Posted on:2000-08-14Degree:Ph.DType:Dissertation
University:The University of Wisconsin - MadisonCandidate:Oguz, Seyfullah HalitFull Text:PDF
GTID:1468390014463459Subject:Engineering
Abstract/Summary:
In this dissertation the two most significant problems associated with Generalized Lapped Orthogonal Transformation (GenLOT) based image/video compression are addressed and computationally simple yet effective solutions are developed.; Specifically, first ringing artifacts as a compression induced distortion is addressed. In this direction, a mathematical morphology based post-filtering algorithm is developed which successfully eliminates ringing artifacts with exceptional edge and fine detail protection performance. Through the introduction of a morphologically generated “edge mask” edge and fine details of the input image are protected against undesired filtering. A second morphologically generated mask namely the “filtering mask”, is designed to mark the image regions to be filtered against ringing. Further within the support of the filtering mask, human visual system (HVS) masking properties are exploited to avoid undesired filtering and blurring of genuine image detail locally masking the ringing artifacts. For the desired smoothing within the filtering mask, gray-level morphological filters are employed. In spite of being a post-processing scheme, the proposed algorithm introduces only a negligible post-processing delay. The proposed algorithm also has very low computational complexity and is very well suited for hardware based real-time implementation.; Also, a new objective measure namely the “visible ringing measure” (VRM), is introduced to quantify the ringing distortion in a manner consistent with HVS. VRM avoids the need for the artifact-free original image and achieves exceptional compatibility with human perception.; As the second problem, lost transform domain data concealment within the context of GenLOT encoders is considered.
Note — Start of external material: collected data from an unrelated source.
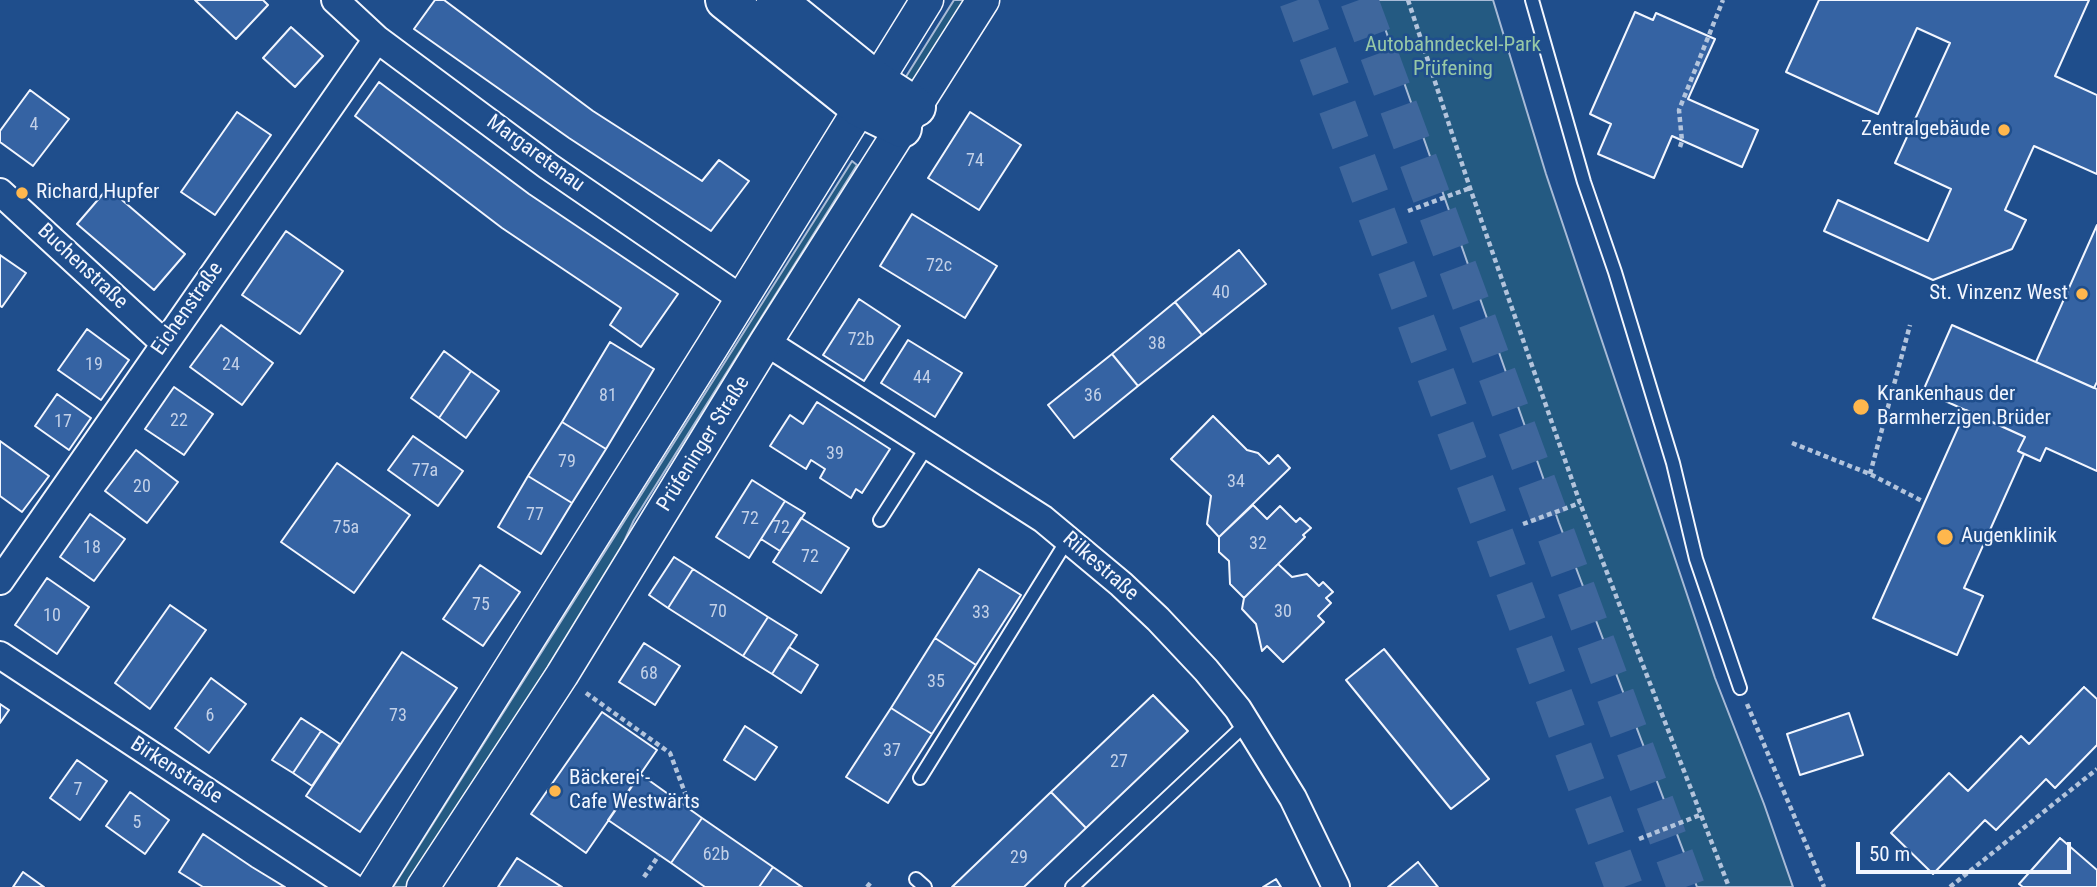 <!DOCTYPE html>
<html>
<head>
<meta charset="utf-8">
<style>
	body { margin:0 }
	#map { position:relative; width:2097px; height:887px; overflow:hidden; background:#1f4e8c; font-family:"Roboto Condensed",sans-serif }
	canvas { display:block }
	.scale { position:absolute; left:1856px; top:842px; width:215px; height:32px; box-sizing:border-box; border:4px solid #f2f6ff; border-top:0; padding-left:9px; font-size:21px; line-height:24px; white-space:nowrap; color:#f2f6ff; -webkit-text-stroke:5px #1f4e8c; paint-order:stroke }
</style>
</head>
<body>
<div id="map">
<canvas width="2097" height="887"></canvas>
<div class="scale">50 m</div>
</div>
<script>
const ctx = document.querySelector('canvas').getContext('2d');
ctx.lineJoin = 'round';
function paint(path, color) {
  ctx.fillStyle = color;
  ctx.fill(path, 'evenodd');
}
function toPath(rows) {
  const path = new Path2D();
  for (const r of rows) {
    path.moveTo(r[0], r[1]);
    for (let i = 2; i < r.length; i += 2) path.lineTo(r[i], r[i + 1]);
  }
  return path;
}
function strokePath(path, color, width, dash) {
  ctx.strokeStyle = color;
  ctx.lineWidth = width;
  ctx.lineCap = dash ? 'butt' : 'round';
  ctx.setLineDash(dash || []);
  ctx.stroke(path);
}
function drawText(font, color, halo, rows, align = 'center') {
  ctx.font = font + ' "Roboto Condensed",sans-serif';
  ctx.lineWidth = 5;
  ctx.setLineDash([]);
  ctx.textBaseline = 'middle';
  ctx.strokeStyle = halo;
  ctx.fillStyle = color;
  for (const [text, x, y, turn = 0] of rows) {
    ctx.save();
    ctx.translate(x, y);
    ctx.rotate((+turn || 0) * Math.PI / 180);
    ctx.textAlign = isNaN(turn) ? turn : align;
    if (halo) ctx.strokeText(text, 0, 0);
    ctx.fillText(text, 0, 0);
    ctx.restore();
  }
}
const green = toPath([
	[954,0,969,0,920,78,908,87,902,83,954,0],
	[1375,0,1493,0,1546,174,1715,678,1764,804,1793,887,1697,887,1559,523,1375,0],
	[852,161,857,165,634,520,616,559,553,659,409,887,393,887,852,161]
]);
const building = toPath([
	[195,0,263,0,268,5,236,39,195,0],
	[435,0,444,0,593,111,702,181,719,160,749,181,711,231,569,138,414,29,435,0],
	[1819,0,2089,0,2055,76,2097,95,2097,174,2034,146,2005,210,2026,220,2012,249,1933,280,1824,231,1838,200,1928,241,1951,189,1895,163,1950,43,1917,28,1878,114,1786,72,1819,0],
	[1635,12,1653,20,1656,13,1715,39,1688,99,1758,130,1742,167,1672,136,1654,178,1598,154,1611,124,1590,114,1635,12],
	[291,27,323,56,295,87,263,58,291,27],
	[379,82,529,194,678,294,641,347,610,325,621,308,502,228,355,116,379,82],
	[30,90,69,119,33,166,0,142,0,131,30,90],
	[237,112,271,135,215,215,181,192,237,112],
	[970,112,1021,145,979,210,928,178,970,112],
	[108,188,185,254,154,290,77,224,108,188],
	[912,214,997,266,965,318,880,266,912,214],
	[2097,225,2097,382,2094,388,2036,362,2097,225],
	[286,231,343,271,300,334,242,295,286,231],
	[1239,250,1266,284,1202,335,1175,302,1239,250],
	[0,255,26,273,2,307,0,306,0,255],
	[859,299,900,326,864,381,823,355,859,299],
	[1175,302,1202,335,1138,386,1112,354,1175,302],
	[221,325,273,363,242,405,190,367,221,325],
	[1952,325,2097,389,2097,471,2046,448,2040,461,2018,451,2025,437,1923,391,1952,325],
	[87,329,129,360,101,400,58,370,87,329],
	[908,340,962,373,935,417,881,383,908,340],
	[610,342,654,369,606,449,562,422,610,342],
	[444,351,471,371,439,418,411,398,444,351],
	[1112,354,1138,386,1074,438,1048,405,1112,354],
	[471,371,499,391,466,438,439,418,471,371],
	[174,387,213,414,184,455,145,429,174,387],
	[57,394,91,418,69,450,35,426,57,394],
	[817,402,890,449,862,493,856,489,851,498,820,478,825,469,811,460,806,469,770,446,790,415,803,424,817,402],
	[1966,410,2025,437,2018,451,2024,454,1964,588,1983,596,1957,655,1873,618,1966,410],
	[1213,416,1247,450,1258,453,1269,464,1278,455,1290,468,1219,537,1207,524,1211,496,1171,459,1213,416],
	[562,422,606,449,572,503,528,476,562,422],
	[413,436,463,471,438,506,388,470,413,436],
	[0,441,49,476,22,512,0,496,0,441],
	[136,450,178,482,147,523,105,491,136,450],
	[337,463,410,515,354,593,281,542,337,463],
	[528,476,572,503,541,554,498,527,528,476],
	[752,480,785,501,749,558,716,537,752,480],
	[785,501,805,513,780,551,761,539,785,501],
	[1253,505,1267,519,1280,506,1296,522,1300,518,1311,528,1303,535,1305,537,1244,598,1230,584,1229,561,1219,552,1219,537,1253,505],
	[90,514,125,539,94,581,60,557,90,514],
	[801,518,849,548,821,593,773,562,801,518],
	[674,557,693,569,668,608,649,595,674,557],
	[1278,564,1292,577,1307,574,1319,586,1323,582,1333,592,1326,598,1331,603,1318,616,1324,622,1283,662,1267,646,1262,651,1256,624,1242,609,1244,598,1278,564],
	[480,565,520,592,483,646,443,619,480,565],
	[693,569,768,617,743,656,668,608,693,569],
	[979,569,1021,595,976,665,935,638,979,569],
	[47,578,89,607,57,654,15,625,47,578],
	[170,605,206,630,150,709,115,683,170,605],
	[768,617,797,635,772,674,743,656,768,617],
	[935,638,976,665,932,734,891,708,935,638],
	[644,643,680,666,655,705,619,682,644,643],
	[789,647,818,665,801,693,772,674,789,647],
	[1384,649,1489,779,1451,809,1346,680,1384,649],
	[402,652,457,688,360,832,306,796,402,652],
	[211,678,246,704,209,753,175,728,211,678],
	[2084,687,2097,699,2097,745,2055,788,2046,779,1996,830,1985,820,1933,874,1891,833,1949,773,1968,791,2021,736,2029,744,2084,687],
	[1153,695,1188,731,1086,828,1051,792,1153,695],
	[0,704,9,710,0,723,0,704],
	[891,708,932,734,888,803,846,777,891,708],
	[602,712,657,750,586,853,531,814,602,712],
	[1849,713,1863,755,1800,775,1787,734,1849,713],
	[301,718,321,731,293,773,272,760,301,718],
	[745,726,777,747,755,780,724,760,745,726],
	[321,731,340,744,312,786,293,773,321,731],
	[77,760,107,781,80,820,50,798,77,760],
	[640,774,702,818,671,863,608,820,640,774],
	[130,792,169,820,145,854,106,826,130,792],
	[1051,792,1086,828,1024,887,952,887,1051,792],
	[702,818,773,867,759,887,705,887,671,863,702,818],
	[203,834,252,867,285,887,203,887,179,872,203,834],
	[2060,838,2097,870,2097,887,2023,887,2019,884,2060,838],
	[517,858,562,887,498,887,517,858],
	[1418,862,1438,887,1388,887,1418,862],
	[773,867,802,887,759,887,773,867],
	[23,872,44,887,13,887,23,872],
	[1276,879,1281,887,1263,887,1276,879]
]);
const motorwayTunnel = toPath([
	[1298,0,1624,887],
	[1359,0,1686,887]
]);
const path = toPath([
	[1408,0,1470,188,1580,503,1729,887],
	[1680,147,1682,141,1679,110,1723,0],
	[1408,211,1470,188],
	[1792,443,1870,474,1924,502],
	[1870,474,1910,325],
	[1523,524,1580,503],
	[586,693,670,753,691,809],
	[1747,704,1824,887],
	[1639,839,1700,815],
	[644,877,659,855],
	[867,887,872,881],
	[1950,887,2097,769]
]);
const service = toPath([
	[1532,0,1584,182,1615,272,1673,463,1696,559,1740,688],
	[880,520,928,445],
	[920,778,1068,539],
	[916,879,925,887],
	[1072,887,1247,723]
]);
const minor = toPath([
	[335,0,377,39,548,166,742,299],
	[0,192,164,343],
	[766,342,1043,519,1121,584,1158,619,1206,670,1238,709,1293,798,1336,887],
	[0,581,377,39],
	[0,655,352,887]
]);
const tertiary = toPath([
	[373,887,712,347,927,0],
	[423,887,562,675,766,342,983,0]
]);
const motorway = toPath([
	[725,0,859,107,902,128],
	[776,0,876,81,916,107]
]);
const markers = [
	[2004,130,7,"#ffb74d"],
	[22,193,7,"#ffb74d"],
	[2082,294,7,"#ffb74d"],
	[1861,407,9,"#ffb74d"],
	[1945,537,9,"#ffb74d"],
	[555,791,7,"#ffb74d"]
];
const numberNames = [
	["4",34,125],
	["74",975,161],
	["72c",939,266],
	["40",1221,293],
	["72b",861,340],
	["38",1157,344],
	["19",94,365],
	["24",231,365],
	["44",922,378],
	["81",608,396],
	["36",1093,396],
	["22",179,421],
	["17",63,422],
	["39",835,454],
	["79",567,462],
	["77a",425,471],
	["34",1236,482],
	["20",142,487],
	["77",535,515],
	["72",750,519],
	["75a",346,528],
	["72",781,528],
	["32",1258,544],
	["18",92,548],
	["72",810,557],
	["75",481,605],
	["70",718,612],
	["30",1283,612],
	["33",981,613],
	["10",52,616],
	["68",649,674],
	["35",936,682],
	["6",210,716],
	["73",398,716],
	["37",892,751],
	["27",1119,762],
	["7",78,790],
	["5",137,823],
	["62b",716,855],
	["29",1019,858]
];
const parkNames = [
	["Autobahndeckel-Park",1453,46],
	["Prüfening",1453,70]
];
const poiNames = [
	["Zentralgebäude",1990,130,"right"],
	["Richard Hupfer",36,193],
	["St. Vinzenz West",2068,294,"right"],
	["Krankenhaus der",1877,395],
	["Barmherzigen Brüder",1877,419],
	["Augenklinik",1961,537],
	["Bäckerei -",569,779],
	["Cafe Westwärts",569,803]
];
const streetNames = [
	["Margaretenau",535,154,36],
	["Buchenstraße",82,267,43],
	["Eichenstraße",188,309,-55],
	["Prüfeninger Straße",704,444,-58],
	["Rilkestraße",1100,567,41],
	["Birkenstraße",176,771,33]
];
paint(green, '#245a82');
strokePath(green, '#a8bbd7', 2);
paint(building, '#3563a3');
strokePath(building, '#f2f6ff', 2);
strokePath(motorwayTunnel, '#3f679d', 38, [38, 19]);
strokePath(service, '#f2f6ff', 16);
strokePath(minor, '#f2f6ff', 30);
strokePath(tertiary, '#f2f6ff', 35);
strokePath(motorway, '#f2f6ff', 42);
strokePath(path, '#b3c4dc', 4.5, [5, 3.5]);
strokePath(service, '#1f4e8c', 12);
strokePath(minor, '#1f4e8c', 26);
strokePath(tertiary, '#1f4e8c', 32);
strokePath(motorway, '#1f4e8c', 38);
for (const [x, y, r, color] of markers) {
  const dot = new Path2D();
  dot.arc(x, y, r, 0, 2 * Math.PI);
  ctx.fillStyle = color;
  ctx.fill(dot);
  strokePath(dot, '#1f4e8c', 2.5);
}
drawText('18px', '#c3d1e8', null, numberNames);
drawText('21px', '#97c8a6', '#1f4e8c', parkNames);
drawText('21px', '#f2f6ff', '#1f4e8c', poiNames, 'left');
drawText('21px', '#f2f6ff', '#1f4e8c', streetNames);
</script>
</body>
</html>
In this direction, two algorithms one in the spatial domain and the other in the frequency domain, are developed for the restoration of the impaired decoding region. The spatial domain approach exploits a vector-space constraint owing to the special overlapping structure of the GenLOT basis functions, to reduce the error power of an optimal interpolation based on a simple autoregressive signal model. The frequency domain based approach, makes use of the enhanced interblock correlations of GenLOTs within a linear optimal estimation framework. Both algorithms are computationally simple and successful in their performance.